I picked up a resin conversion set 1:35 Legend IDF Centurion 1982
Conversion Set (TAM/ACA kits) #1065 at a swap meet. Its the first
time I am working on a resin kit and I am surprised at myself that its
not as formidable as I had feared. It also helps that I have a garage
full of tools including a bench sander to take off resin material on a
fairly large parts' flat surface (exhaust mufflers) and to sand down
evenly the rear lower edge of the plastic Tamiya Centurion hull to
accommodate the sh'ot resin hull extension. Its less risky to remove
plastic than to remove resin. It also helps that the bargain resin
kit gave me the courage to saw away and file down parts that didn't
fit sungly or didn't seem to belong (as in large pour channel
structures.) If I really screwed up I am not out by much. To
prevent breaking resin parts with complex pour patterns (eg. the gun
barrel) I snipped off pour material a decent distance away from the
resin part with a sharp electronics surface snip then saw and file
down to the finished dimensions. Turned out well.

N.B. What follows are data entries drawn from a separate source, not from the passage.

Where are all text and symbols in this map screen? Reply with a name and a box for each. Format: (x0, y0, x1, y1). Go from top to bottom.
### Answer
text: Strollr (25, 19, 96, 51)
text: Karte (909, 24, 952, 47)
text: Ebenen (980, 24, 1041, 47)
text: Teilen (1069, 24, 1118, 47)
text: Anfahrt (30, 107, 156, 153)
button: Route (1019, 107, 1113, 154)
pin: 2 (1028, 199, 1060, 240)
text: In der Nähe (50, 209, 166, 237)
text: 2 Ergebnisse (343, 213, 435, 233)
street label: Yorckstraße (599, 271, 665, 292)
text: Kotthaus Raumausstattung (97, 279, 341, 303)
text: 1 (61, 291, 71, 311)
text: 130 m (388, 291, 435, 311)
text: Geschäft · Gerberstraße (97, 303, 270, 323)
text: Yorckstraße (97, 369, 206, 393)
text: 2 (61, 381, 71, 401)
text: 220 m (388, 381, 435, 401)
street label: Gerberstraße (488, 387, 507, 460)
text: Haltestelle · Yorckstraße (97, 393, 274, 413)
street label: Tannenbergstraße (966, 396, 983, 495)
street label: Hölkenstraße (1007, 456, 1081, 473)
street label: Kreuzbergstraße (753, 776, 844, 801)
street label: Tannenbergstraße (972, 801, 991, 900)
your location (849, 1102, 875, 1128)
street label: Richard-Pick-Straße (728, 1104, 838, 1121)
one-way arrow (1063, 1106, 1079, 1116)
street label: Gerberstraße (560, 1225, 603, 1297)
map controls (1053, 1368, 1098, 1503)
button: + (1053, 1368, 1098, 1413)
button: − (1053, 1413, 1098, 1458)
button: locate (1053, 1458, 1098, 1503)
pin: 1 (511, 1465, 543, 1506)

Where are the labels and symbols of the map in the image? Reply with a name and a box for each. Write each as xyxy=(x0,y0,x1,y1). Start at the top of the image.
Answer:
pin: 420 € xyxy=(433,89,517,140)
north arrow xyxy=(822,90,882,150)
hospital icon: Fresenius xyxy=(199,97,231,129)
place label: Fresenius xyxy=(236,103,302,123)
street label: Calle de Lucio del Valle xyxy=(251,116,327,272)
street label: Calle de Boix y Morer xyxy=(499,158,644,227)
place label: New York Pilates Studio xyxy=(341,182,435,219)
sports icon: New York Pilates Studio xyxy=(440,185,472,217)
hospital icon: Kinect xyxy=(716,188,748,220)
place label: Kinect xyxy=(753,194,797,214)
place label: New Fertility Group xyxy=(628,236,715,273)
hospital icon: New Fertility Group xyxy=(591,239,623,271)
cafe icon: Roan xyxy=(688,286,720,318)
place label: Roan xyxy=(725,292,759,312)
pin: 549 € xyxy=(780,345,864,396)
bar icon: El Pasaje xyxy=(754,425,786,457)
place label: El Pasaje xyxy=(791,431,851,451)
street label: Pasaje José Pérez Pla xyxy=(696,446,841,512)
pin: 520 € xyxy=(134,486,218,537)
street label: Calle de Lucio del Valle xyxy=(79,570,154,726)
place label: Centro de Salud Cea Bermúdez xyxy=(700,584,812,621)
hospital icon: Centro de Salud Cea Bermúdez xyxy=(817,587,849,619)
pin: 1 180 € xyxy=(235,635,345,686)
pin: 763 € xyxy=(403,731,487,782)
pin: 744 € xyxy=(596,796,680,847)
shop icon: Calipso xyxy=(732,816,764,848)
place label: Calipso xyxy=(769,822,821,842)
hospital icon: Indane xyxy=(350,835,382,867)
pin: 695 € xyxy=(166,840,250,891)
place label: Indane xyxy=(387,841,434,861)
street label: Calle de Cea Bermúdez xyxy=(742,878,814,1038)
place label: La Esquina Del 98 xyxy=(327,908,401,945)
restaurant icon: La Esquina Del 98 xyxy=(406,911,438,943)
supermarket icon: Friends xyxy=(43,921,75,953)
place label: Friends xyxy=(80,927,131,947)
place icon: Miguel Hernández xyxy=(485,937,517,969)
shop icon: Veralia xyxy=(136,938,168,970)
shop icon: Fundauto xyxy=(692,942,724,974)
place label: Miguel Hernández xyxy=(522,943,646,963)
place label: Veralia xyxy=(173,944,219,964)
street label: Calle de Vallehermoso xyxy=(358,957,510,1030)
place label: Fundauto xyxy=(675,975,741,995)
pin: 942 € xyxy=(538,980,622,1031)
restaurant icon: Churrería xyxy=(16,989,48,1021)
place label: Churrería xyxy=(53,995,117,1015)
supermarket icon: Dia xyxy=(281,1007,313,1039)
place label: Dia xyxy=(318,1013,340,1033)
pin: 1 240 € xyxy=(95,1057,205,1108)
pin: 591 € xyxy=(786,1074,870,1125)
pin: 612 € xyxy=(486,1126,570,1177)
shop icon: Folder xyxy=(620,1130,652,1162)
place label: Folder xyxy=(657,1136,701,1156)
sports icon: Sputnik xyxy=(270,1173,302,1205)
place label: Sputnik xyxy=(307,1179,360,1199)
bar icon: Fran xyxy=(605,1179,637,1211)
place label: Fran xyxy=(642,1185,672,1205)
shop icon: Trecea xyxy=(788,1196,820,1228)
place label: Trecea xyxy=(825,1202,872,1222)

That confidence led to my first mistake when I clamped a storage box
on a vise and sawed away. It cut through like cheese but the cut
wavered and cut into the box itself. I promptly epoxied this and I
think I'll come up alright as a box is only a rectangular piece and no
details will be lost. The epoxy repair is also a good test on whether
it would adhere the resin effectively. It did. This is the dollar
store expoxy that comes in a double barreled syringe and can dispense
an equal proportion of Part A and Part B to be stir-mixed before
application. The cure time is quite fast (10 minutes) as the excess
glue had hardeded and formed a skin withing that time to make it
unuseable. A buck is also cheap enough to buy a fresh batch to work
with. I had lots of grief with old epoxy that I felt reluctant to use
on account of their old high price and inevitable wastage when mixing
a batch for a small glueing job.
Now the real question to this group. The sh'ot has a number of add-on
wedge shaped parts around the mantlet on the turret and on the hull.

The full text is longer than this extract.